Exercise data section start

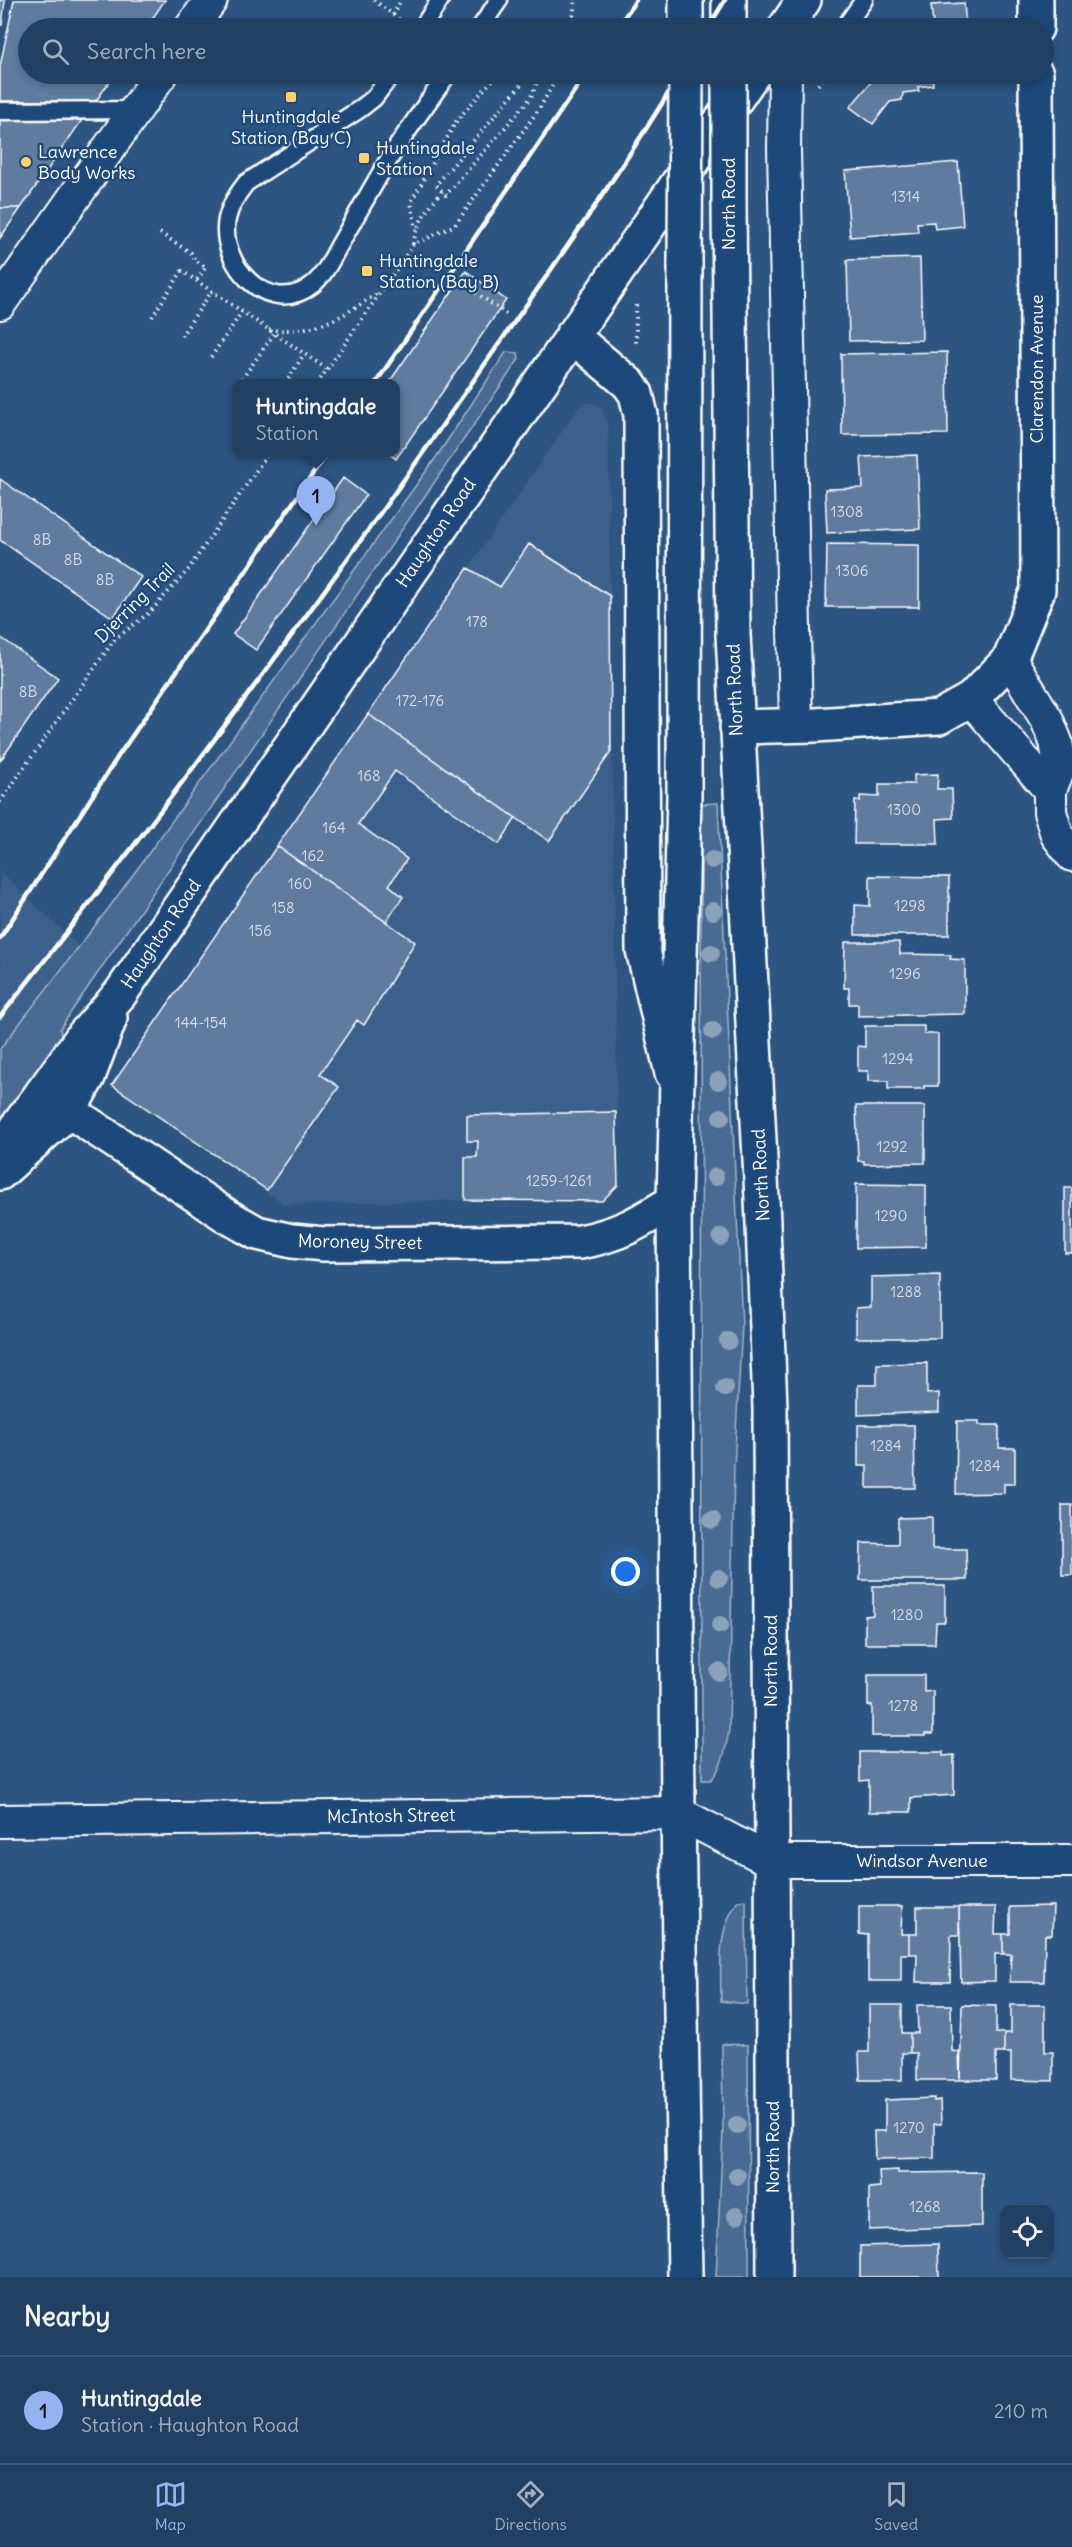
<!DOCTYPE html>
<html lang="en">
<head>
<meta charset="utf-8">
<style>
	body { margin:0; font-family:Delius,sans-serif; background:#294768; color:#f1f3f6 }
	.controls { position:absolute; right:18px; bottom:18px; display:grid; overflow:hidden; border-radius:12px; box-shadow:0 3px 9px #0003 }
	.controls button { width:54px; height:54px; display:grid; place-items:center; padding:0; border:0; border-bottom:2px solid #3e5977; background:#214062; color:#f1f3f6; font:30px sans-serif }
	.you { position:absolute; left:626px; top:1572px; width:21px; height:21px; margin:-15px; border:4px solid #fff; border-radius:50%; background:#1a73e8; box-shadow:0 0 0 9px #1a73e833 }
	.badge { display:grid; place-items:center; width:39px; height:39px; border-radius:50%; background:#95b2f1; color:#111; font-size:20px; font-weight:700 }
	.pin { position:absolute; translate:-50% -50px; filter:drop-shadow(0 2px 3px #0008) }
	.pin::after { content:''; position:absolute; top:32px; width:21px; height:18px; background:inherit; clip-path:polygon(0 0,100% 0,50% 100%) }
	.popup { position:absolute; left:232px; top:379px; width:168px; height:78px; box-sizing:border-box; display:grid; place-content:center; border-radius:12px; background:#214062; filter:drop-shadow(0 2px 4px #0005); font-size:20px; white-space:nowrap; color:#a2afbe }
	.popup b { font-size:22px; color:#f1f3f6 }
	.popup::after { content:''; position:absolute; left:50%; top:100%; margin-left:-12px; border:12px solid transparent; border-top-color:#214062 }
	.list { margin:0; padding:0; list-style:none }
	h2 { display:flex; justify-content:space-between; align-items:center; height:78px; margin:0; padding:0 24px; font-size:26px }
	h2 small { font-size:20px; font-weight:400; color:#a2afbe }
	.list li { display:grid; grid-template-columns:39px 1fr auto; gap:18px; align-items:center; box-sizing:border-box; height:108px; padding:0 24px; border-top:2px solid #3e5977 }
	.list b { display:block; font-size:22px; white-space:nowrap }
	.list p { margin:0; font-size:20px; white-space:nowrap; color:#a2afbe }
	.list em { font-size:20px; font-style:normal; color:#a2afbe }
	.icon { flex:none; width:33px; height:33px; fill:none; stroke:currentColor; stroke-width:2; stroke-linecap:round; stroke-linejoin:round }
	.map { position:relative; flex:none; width:1072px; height:2277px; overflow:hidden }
	.search { position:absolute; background:#214062; box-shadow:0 3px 9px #0003; left:18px; right:18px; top:18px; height:66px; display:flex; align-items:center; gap:15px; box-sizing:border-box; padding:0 21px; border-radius:33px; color:#a2afbe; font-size:22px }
	.sheet { height:186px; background:#214062 }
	nav { display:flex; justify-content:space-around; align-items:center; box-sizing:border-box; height:84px; border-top:2px solid #3e5977; background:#214062; font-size:16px; color:#a2afbe }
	nav a { display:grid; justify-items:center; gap:3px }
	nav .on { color:#95b2f1 }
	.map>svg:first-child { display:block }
</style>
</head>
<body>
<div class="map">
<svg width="1072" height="2277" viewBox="0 0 1072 2277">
	<rect width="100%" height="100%" fill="#2c5582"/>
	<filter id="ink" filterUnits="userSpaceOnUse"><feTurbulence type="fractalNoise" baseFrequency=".0167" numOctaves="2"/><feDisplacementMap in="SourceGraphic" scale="12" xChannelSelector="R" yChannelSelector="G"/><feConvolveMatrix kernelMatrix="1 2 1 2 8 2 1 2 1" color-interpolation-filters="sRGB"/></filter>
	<g filter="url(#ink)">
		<path fill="#3b618b" d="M 590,402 L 602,407 L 608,425 L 618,1185 L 602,1201 L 465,1200 L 285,1205 L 112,1085 L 579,407 Z
			M 0,871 L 97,964 L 0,1065 Z"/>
		<path fill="#486b92" stroke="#a4b5c8" stroke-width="1.5" d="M 506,352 L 518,353 L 519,359 L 71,1012 L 60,1029 L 63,1044 L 0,1136 L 0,1049 L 111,905 L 435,459 Z
			M 718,803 L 742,1326 L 734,1467 L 729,1730 C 726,1748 723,1766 711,1780 L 702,1780 L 701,804 Z
			M 746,1900 L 747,2004 L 721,2001 C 721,1966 716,1931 738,1901 Z
			M 722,2044 L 748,2045 L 749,2277 L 716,2277 L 723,2129 Z"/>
		<path fill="#5e7c9f" stroke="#fff" stroke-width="1.5" d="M 0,0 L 5,0 L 2,25 L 0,25 Z
			M 14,0 L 165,0 L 146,28 L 28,28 L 28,74 L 115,74 L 96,101 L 0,101 L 0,66 Z
			M 964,3 L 966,28 L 911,28 L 911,26 L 933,24 L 931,5 Z
			M 878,74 L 932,74 L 933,85 L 918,87 L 919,91 L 903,93 L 902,100 L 890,102 L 873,124 L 850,107 Z
			M 0,117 L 84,117 L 21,208 L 0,208 Z
			M 958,162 L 963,226 L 935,229 L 934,222 L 917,223 L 918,232 L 850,237 L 845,171 Z
			M 0,208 L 21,208 L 0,238 Z
			M 920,258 L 922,340 L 849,341 L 847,260 Z
			M 466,271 L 506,300 L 396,459 L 387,452 L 395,452 L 395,384 L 388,384 Z
			M 947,352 L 948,434 L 842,435 L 841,354 Z
			M 917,455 L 920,529 L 827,533 L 825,489 L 863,488 L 861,457 Z
			M 343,478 L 366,495 L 256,650 L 233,634 Z
			M 0,479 L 141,577 L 113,618 L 0,540 Z
			M 529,544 L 610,596 L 611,752 L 549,841 L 368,714 L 468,568 L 500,587 Z
			M 827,544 L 919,545 L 919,607 L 826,607 Z
			M 0,637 L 58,678 L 0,761 Z
			M 368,714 L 516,818 L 499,844 L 395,771 L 358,824 L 407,859 L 389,885 L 403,897 L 386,922 L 277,846 Z
			M 938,774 L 937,789 L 952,789 L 953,818 L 937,819 L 938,844 L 854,844 L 855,801 L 860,801 L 860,796 L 879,797 L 879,784 L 914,784 L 914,775 Z
			M 277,846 L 415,942 L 364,1025 L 357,1020 L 320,1074 L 339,1087 L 267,1190 L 112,1085 Z
			M 870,876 L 949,877 L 949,935 L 855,935 L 855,905 L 870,906 Z
			M 845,942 L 899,942 L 900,954 L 951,955 L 950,959 L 965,960 L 965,1014 L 858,1016 L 858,1004 L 849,1004 L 849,988 L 844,988 Z
			M 865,1026 L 924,1026 L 924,1034 L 938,1034 L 938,1086 L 924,1086 L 924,1089 L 888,1089 L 888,1081 L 868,1081 L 868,1071 L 858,1071 L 858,1046 L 865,1047 Z
			M 856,1106 L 925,1106 L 925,1163 L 864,1164 L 864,1161 L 858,1161 Z
			M 616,1112 L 618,1185 L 602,1201 L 465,1200 L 465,1157 L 477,1157 L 478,1141 L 467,1141 L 467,1115 Z
			M 856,1184 L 926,1185 L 926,1247 L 856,1248 Z
			M 1065,1188 L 1072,1188 L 1072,1253 L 1065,1253 Z
			M 940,1275 L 940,1338 L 856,1338 L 856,1308 L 871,1307 L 871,1277 Z
			M 927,1363 L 927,1394 L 939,1393 L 939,1412 L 858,1415 L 858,1385 L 877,1385 L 877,1364 Z
			M 957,1421 L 979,1421 L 979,1425 L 999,1425 L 999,1448 L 1015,1448 L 1015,1484 L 1004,1484 L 1004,1493 L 956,1494 Z
			M 858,1425 L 914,1425 L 915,1488 L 867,1488 L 867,1466 L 858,1466 Z
			M 1062,1505 L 1072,1505 L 1072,1575 L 1062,1575 Z
			M 932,1517 L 932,1549 L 966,1549 L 967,1580 L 860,1580 L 861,1543 L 898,1544 L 898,1518 Z
			M 873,1586 L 945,1586 L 945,1622 L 936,1622 L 935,1644 L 865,1644 L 865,1616 L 873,1615 Z
			M 868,1675 L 924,1675 L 924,1692 L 933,1691 L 933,1734 L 925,1734 L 925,1736 L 872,1736 L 872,1705 L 868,1706 Z
			M 860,1752 L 943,1752 L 943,1756 L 954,1755 L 954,1795 L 911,1798 L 911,1812 L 869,1812 L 869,1780 L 860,1781 Z
			M 859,1906 L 902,1906 L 901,1934 L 909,1934 L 909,1954 L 901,1954 L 901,1981 L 868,1981 L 868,1935 L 859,1934 Z
			M 1053,1906 L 1052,1935 L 1045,1935 L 1044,1982 L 1010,1982 L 1011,1954 L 1003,1954 L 1003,1934 L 1010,1934 L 1010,1907 Z
			M 917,1907 L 959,1907 L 959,1935 L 951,1935 L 950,1982 L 916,1982 L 917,1954 L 909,1954 L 909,1934 L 917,1934 Z
			M 959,1907 L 996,1907 L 995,1934 L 1003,1934 L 1003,1954 L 995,1954 L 995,1981 L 961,1982 Z
			M 869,2005 L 902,2005 L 902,2033 L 910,2033 L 910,2053 L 902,2053 L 902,2080 L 860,2080 L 859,2052 L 869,2052 Z
			M 917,2005 L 951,2005 L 952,2051 L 959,2052 L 960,2080 L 917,2080 L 917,2053 L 910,2053 L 910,2033 L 918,2033 Z
			M 962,2005 L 996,2006 L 996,2033 L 1004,2033 L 1004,2053 L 996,2053 L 996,2080 L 960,2080 Z
			M 1011,2005 L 1045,2005 L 1045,2052 L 1053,2052 L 1053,2081 L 1011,2080 L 1011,2053 L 1004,2053 L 1004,2033 L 1011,2033 Z
			M 934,2098 L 934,2101 L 940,2100 L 941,2124 L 934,2124 L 934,2158 L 875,2159 L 874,2131 L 885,2131 L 885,2100 Z
			M 898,2170 L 898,2173 L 982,2172 L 982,2226 L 869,2230 L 869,2188 L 880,2187 L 879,2171 Z
			M 938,2244 L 939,2277 L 860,2277 L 860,2246 Z"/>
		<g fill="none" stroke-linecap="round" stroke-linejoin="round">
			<defs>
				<path id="lane" d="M 422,28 L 440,0
					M 480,28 L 499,0
					M 844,28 L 864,0
					M 392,74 L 374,98 L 360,109 L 246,183 C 238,193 230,205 227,219 C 218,264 269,319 312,285 C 325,275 332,258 340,244 C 355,218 370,191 386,164 C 405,133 427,103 448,74
					M 0,111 L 136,110"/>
				<path id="street" d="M 191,28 L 211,0
					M 785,74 L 784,149 L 796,724
					M 0,303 L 161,74
					M 1010,659 L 1047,720 L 1056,742 L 1060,765 L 1050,790 L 1050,812 L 1057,835 L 1072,855
					M 971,699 L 1050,790
					M 0,1821 L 678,1813 L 771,1861 L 1072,1861"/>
				<path id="secondary" d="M 0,1157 L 19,1124 L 42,1093
					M 0,1173 L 68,1112"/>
				<path id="primary" d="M 1036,0 L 1036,28
					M 785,28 L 804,0
					M 572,336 L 629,384 L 636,394 L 641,415 L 643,950 L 672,1073
					M 737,727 L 815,725 L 939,717 L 971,699 L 1010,659 L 1038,590 L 1036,74
					M 68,1112 L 88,1077 L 110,1018
					M 674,1201 C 640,1222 621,1234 580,1242 L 324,1244 L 292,1241 L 257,1233 L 227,1216 L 42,1093 L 83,1036 L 120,994 L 753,74"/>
				<path id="highway" d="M 686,28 L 686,0
					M 729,28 L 729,0
					M 729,202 L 733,634 L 762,1198 L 770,1408 L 774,2277
					M 685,2277 L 678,1813 L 674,1201 L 684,796 L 685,263"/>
			</defs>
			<use href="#lane" stroke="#fff" stroke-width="21"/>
			<use href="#street" stroke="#fff" stroke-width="36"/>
			<use href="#secondary" stroke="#fff" stroke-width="38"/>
			<use href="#primary" stroke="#fff" stroke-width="38"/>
			<use href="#highway" stroke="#fff" stroke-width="38"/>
			<path stroke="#fff" stroke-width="4" stroke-dasharray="1.5 4.5" stroke-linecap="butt" d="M 374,0 L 400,20
				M 393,15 L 401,0
				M 555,28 L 573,21
				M 572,28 L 575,0
				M 526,74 L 520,86 L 436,185 L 446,195 L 530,99 L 541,74
				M 818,85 L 828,74
				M 416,230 L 411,202 L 457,120 L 498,74
				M 160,233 L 191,253 L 195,260 L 206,267 L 196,281
				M 413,244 C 417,222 428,208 442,191
				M 456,279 L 508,315
				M 636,305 L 636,345
				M 152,317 L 182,271 L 327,369
				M 269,330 C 320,332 338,319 378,293
				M 181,336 L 212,291
				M 211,357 L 242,312
				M 242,379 L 274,334
				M 285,384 L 304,354
				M 317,384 L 413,245 L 455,225 L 539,109 L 559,74
				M 0,802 L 114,640 L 150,612 L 188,570 L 269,452"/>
			<use href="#lane" stroke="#1f4a7a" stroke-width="16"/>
			<use href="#street" stroke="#1f4a7a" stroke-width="32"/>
			<use href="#secondary" stroke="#1f4a7a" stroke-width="33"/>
			<use href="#primary" stroke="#1f4a7a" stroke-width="33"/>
			<use href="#highway" stroke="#1f4a7a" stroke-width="33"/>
			<path stroke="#fff" stroke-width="4.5" d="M 617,28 L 636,0
				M 708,28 L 725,0
				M 375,384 L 586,74
				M 0,938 L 119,755 L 328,452
				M 0,1017 C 166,808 326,594 478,374 C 547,275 618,177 680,74"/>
			<defs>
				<path id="highway-bridge" d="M 729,202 L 729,74
					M 685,263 L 686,74"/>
			</defs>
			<use href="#highway-bridge" stroke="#fff" stroke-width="38" stroke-linecap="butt"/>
			<use href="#highway-bridge" stroke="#1f4a7a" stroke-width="33"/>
		</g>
		<g fill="#8ca2bb">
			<circle cx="712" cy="860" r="9"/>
			<circle cx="713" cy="911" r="9"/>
			<circle cx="711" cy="953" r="9"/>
			<circle cx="713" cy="1031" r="9"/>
			<circle cx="718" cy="1081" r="9"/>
			<circle cx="721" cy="1117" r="9"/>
			<circle cx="715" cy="1177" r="9"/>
			<circle cx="721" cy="1237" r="9"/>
			<circle cx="728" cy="1341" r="9"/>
			<circle cx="725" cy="1388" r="9"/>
			<circle cx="712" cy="1520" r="9"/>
			<circle cx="719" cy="1578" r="9"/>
			<circle cx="720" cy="1625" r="9"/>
			<circle cx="719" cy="1672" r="9"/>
			<circle cx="737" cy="2125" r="9"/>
			<circle cx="737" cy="2176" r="9"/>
			<circle cx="736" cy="2216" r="9"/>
		</g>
	</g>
	<g fill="#ffd166" stroke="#1f4a7a" stroke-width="2">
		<rect x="285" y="91" width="12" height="12" rx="3"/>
		<rect x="358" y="152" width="12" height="12" rx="3"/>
		<circle cx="26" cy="162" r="6"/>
		<rect x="361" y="265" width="12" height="12" rx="3"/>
	</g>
	<g text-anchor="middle" stroke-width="5" stroke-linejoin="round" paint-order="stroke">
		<g font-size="15" fill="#d7dee7">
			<text x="906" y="202">1314</text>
			<text x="847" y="517">1308</text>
			<text x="42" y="545">8B</text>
			<text x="73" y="565">8B</text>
			<text x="852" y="576">1306</text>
			<text x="105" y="585">8B</text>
			<text x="477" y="627">178</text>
			<text x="28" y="697">8B</text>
			<text x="420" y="706">172-176</text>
			<text x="369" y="781">168</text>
			<text x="904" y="815">1300</text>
			<text x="334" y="833">164</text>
			<text x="313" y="861">162</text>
			<text x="300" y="889">160</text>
			<text x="910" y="911">1298</text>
			<text x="283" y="913">158</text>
			<text x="260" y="936">156</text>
			<text x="905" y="979">1296</text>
			<text x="201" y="1028">144-154</text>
			<text x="898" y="1064">1294</text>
			<text x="892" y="1152">1292</text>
			<text x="559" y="1186">1259-1261</text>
			<text x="891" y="1221">1290</text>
			<text x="906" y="1297">1288</text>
			<text x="886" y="1451">1284</text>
			<text x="985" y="1471">1284</text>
			<text x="907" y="1620">1280</text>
			<text x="903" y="1711">1278</text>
			<text x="909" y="2133">1270</text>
			<text x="925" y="2212">1268</text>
		</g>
		<g font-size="18" fill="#fff" stroke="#1f4a7a" text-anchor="start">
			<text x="291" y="123" text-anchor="middle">Huntingdale<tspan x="291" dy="21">Station (Bay C)</tspan></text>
			<text x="376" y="154">Huntingdale<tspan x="376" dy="21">Station</tspan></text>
			<text x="38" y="158">Lawrence<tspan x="38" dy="21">Body Works</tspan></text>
			<text x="379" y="267">Huntingdale<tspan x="379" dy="21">Station (Bay B)</tspan></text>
		</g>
		<g font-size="18" fill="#fff" stroke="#1f4a7a">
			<text transform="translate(729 204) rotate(-90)" y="6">North Road</text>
			<text transform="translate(1037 369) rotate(-90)" y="6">Clarendon Avenue</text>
			<text transform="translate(436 533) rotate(-56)" y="6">Haughton Road</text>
			<text transform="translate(135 603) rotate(-45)" y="6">Djerring Trail</text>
			<text transform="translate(735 690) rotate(-92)" y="6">North Road</text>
			<text transform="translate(161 934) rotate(-56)" y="6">Haughton Road</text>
			<text transform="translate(761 1175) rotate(-93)" y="6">North Road</text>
			<text transform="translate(360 1242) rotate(1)" y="6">Moroney Street</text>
			<text transform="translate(771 1661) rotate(-90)" y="6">North Road</text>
			<text transform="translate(391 1816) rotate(-1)" y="6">McIntosh Street</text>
			<text x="922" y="1867">Windsor Avenue</text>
			<text transform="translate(773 2147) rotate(-90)" y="6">North Road</text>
		</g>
	</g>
</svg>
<div class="controls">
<button><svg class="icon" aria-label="locate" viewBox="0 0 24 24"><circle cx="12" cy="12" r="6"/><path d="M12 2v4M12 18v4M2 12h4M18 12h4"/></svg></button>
</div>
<div class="you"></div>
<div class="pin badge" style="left:316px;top:526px">1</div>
<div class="popup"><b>Huntingdale</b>Station</div>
<div class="search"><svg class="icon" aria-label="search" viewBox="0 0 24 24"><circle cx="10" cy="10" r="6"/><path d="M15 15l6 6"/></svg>Search here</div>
</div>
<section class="sheet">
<h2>Nearby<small></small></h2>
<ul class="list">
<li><span class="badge">1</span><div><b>Huntingdale</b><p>Station · Haughton Road</p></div><em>210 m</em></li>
</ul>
</section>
<nav>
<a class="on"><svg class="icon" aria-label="map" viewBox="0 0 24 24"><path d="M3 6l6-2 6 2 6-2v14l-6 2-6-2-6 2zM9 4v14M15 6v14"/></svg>Map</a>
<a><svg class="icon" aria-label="directions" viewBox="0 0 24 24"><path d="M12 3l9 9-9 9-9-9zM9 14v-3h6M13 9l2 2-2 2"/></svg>Directions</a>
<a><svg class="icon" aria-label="saved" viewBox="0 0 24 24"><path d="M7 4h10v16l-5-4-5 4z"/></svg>Saved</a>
</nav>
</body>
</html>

Exercise data section end

Copy out, exactly and alone, the lines of the entries above between the ones holding "display:flex; justify-content:space-between; align-items:center;" and "font-size:20px; font-weight:400; color:#a2afbe", inclusive.

> **Exercise result**
	h2 { display:flex; justify-content:space-between; align-items:center; height:78px; margin:0; padding:0 24px; font-size:26px }
	h2 small { font-size:20px; font-weight:400; color:#a2afbe }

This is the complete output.